Task requirements: Go through the data and retrieve each line that includes the string "fabs".

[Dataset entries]
......
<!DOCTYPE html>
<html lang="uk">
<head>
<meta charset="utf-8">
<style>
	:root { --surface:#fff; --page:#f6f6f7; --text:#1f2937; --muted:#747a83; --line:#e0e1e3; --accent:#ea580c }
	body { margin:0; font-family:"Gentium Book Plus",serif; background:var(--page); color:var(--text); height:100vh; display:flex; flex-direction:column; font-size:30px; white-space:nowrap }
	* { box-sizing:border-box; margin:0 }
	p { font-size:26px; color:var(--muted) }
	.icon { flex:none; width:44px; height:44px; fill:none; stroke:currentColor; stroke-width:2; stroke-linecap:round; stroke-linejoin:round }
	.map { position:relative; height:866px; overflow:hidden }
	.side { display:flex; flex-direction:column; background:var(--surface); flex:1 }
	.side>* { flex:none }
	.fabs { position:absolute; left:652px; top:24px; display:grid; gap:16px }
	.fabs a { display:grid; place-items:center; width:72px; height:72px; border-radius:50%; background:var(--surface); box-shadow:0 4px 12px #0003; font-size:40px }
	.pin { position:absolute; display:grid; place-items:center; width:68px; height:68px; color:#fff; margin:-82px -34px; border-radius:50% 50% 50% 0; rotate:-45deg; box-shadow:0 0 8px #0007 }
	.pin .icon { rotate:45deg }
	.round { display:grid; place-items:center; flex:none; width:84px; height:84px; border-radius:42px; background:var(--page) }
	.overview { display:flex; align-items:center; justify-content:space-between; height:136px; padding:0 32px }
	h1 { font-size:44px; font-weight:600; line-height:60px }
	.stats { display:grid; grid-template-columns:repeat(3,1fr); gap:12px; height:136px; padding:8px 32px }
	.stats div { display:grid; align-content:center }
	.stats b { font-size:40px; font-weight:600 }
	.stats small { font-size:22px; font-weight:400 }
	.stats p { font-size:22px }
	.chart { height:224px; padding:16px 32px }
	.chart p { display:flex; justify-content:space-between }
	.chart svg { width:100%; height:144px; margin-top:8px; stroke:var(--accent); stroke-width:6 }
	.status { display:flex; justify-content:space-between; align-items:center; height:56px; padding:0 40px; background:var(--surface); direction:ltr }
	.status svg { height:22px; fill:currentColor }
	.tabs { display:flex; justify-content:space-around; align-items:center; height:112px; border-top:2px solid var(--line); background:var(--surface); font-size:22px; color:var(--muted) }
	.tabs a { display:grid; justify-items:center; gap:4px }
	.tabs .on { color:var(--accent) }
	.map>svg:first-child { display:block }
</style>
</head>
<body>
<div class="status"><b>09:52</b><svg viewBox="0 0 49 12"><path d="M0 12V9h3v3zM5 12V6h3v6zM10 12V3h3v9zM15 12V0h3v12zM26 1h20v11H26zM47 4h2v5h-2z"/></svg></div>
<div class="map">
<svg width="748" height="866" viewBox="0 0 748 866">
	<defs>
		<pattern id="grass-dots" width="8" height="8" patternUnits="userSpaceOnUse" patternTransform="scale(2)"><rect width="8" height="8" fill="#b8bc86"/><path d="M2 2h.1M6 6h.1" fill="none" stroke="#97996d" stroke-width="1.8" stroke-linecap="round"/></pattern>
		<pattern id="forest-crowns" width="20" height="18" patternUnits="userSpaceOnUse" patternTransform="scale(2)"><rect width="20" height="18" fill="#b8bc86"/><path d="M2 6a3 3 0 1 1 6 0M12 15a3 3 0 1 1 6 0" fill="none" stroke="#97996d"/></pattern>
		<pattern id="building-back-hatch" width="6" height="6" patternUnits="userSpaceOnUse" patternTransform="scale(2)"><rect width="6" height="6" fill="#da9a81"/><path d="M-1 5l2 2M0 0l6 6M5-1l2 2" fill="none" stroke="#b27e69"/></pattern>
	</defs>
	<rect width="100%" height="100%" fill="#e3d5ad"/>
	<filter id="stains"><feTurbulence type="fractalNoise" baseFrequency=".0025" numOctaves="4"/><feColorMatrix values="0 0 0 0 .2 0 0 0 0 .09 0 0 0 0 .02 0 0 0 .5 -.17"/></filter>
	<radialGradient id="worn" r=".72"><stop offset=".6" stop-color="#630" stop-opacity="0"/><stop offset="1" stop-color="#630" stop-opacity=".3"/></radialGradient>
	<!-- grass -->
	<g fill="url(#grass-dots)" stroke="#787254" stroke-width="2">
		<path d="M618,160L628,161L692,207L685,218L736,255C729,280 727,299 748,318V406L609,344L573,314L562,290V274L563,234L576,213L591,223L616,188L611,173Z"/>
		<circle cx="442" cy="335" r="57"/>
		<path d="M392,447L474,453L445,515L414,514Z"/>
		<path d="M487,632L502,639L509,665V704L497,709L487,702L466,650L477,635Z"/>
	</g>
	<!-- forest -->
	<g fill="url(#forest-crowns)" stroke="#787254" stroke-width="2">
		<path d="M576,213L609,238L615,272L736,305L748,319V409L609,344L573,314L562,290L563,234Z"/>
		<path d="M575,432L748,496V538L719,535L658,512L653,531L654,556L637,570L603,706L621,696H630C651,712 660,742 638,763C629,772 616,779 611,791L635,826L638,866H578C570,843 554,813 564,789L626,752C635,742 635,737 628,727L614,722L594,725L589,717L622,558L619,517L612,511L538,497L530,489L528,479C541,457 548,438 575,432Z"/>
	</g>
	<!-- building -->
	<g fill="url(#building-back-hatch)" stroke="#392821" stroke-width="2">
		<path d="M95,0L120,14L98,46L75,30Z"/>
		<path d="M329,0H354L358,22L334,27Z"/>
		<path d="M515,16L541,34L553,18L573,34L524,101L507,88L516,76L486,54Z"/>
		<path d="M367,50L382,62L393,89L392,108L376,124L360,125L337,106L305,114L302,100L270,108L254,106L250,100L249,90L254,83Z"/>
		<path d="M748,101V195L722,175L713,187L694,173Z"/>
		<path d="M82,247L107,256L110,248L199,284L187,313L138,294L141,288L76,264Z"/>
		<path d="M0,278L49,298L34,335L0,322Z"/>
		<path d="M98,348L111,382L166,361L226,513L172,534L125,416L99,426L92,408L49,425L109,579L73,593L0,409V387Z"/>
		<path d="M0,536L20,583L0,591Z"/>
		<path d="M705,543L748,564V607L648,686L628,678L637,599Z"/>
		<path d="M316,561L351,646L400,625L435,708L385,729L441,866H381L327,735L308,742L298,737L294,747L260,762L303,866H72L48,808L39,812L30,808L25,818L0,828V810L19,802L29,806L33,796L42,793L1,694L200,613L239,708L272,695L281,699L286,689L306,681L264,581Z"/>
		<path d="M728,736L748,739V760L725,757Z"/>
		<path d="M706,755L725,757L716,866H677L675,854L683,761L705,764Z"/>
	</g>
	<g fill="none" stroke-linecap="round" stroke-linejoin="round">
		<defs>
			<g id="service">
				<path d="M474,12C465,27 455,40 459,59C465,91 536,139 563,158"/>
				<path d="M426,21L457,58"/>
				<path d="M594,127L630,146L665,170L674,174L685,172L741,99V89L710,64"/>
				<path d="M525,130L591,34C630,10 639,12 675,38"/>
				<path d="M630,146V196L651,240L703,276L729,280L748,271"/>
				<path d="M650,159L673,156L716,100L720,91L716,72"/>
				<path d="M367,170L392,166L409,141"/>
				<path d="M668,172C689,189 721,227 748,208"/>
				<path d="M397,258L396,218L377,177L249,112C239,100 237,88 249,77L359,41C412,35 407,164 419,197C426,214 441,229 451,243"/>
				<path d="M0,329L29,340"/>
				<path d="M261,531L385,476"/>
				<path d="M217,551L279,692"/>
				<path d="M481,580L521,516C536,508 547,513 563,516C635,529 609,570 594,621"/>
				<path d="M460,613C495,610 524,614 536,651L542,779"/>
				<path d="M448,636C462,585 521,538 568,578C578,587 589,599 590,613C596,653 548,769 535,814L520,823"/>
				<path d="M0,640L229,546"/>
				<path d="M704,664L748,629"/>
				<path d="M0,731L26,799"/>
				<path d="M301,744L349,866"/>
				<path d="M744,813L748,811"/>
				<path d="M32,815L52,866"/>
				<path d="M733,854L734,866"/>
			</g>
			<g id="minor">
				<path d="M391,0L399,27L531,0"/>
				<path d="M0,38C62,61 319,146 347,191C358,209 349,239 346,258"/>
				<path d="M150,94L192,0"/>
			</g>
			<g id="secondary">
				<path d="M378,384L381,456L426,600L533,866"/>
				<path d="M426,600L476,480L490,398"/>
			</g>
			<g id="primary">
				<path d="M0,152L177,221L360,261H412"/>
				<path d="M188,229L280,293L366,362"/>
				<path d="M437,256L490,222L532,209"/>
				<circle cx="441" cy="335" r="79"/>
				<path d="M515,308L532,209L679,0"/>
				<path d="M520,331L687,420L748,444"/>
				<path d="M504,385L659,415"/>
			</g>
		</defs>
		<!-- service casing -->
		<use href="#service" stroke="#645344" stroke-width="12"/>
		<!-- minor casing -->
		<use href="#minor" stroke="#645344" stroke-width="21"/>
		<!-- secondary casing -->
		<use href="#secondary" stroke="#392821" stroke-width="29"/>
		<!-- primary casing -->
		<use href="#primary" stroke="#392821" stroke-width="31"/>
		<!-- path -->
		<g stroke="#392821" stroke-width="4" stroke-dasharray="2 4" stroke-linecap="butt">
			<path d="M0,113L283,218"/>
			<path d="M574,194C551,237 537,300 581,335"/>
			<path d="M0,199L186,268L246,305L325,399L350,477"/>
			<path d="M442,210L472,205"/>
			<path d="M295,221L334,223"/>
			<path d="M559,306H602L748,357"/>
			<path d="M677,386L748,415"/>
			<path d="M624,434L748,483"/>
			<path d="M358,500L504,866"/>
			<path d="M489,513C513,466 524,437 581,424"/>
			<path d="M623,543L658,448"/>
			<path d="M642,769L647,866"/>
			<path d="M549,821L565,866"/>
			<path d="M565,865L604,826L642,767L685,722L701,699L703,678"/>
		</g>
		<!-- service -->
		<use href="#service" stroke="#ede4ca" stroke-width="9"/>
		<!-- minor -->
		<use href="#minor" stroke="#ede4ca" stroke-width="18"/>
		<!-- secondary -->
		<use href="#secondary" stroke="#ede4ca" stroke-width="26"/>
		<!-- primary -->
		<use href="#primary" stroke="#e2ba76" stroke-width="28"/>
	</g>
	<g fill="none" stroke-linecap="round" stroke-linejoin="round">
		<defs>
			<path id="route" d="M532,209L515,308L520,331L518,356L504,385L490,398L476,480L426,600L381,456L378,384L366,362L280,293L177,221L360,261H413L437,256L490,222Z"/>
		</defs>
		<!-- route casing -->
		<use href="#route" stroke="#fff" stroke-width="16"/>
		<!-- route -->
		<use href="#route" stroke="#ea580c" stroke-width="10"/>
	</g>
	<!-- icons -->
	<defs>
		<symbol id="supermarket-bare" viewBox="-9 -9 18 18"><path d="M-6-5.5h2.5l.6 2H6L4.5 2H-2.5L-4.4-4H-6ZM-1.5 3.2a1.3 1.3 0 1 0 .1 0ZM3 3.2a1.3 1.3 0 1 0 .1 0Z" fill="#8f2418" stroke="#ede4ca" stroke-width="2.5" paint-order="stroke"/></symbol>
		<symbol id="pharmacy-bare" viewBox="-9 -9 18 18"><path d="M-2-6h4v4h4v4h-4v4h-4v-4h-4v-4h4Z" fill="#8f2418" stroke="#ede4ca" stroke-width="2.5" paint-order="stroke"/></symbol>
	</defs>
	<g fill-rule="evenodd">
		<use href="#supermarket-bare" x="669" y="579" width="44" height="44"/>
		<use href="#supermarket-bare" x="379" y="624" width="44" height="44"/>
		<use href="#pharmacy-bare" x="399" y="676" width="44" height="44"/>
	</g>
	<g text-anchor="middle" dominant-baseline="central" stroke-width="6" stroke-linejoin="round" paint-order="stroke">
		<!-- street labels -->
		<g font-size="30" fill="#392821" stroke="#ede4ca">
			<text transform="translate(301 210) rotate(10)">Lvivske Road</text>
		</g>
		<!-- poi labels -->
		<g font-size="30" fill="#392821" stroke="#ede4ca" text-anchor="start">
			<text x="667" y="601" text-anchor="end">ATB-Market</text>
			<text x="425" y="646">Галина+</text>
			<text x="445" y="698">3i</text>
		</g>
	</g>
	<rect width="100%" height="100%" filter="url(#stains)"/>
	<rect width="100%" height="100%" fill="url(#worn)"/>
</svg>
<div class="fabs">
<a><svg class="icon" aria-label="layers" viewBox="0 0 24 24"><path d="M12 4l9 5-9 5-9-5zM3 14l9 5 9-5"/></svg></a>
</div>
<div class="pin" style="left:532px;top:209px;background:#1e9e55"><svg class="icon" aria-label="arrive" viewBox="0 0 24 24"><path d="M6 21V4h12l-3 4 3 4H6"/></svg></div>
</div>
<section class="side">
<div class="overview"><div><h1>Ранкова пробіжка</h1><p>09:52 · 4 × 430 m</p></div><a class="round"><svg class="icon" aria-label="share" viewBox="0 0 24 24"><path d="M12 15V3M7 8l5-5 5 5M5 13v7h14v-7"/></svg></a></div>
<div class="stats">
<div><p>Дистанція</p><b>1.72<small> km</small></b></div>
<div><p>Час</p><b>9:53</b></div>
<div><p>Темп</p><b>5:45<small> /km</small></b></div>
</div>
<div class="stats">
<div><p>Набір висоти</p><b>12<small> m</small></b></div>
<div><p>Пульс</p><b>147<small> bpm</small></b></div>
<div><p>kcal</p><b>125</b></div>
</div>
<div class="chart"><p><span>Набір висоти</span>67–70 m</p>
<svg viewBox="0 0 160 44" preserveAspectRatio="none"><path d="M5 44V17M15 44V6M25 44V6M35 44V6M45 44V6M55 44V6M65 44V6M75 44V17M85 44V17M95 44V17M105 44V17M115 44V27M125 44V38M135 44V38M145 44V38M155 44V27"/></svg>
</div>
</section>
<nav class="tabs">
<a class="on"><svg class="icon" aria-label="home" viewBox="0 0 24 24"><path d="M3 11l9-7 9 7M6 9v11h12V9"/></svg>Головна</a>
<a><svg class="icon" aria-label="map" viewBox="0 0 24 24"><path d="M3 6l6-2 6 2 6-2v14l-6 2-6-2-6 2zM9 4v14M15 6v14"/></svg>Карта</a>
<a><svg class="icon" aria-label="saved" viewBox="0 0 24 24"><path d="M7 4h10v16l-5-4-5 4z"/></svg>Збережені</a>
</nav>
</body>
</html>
......
Written response:
	.fabs { position:absolute; left:652px; top:24px; display:grid; gap:16px }
	.fabs a { display:grid; place-items:center; width:72px; height:72px; border-radius:50%; background:var(--surface); box-shadow:0 4px 12px #0003; font-size:40px }
<div class="fabs">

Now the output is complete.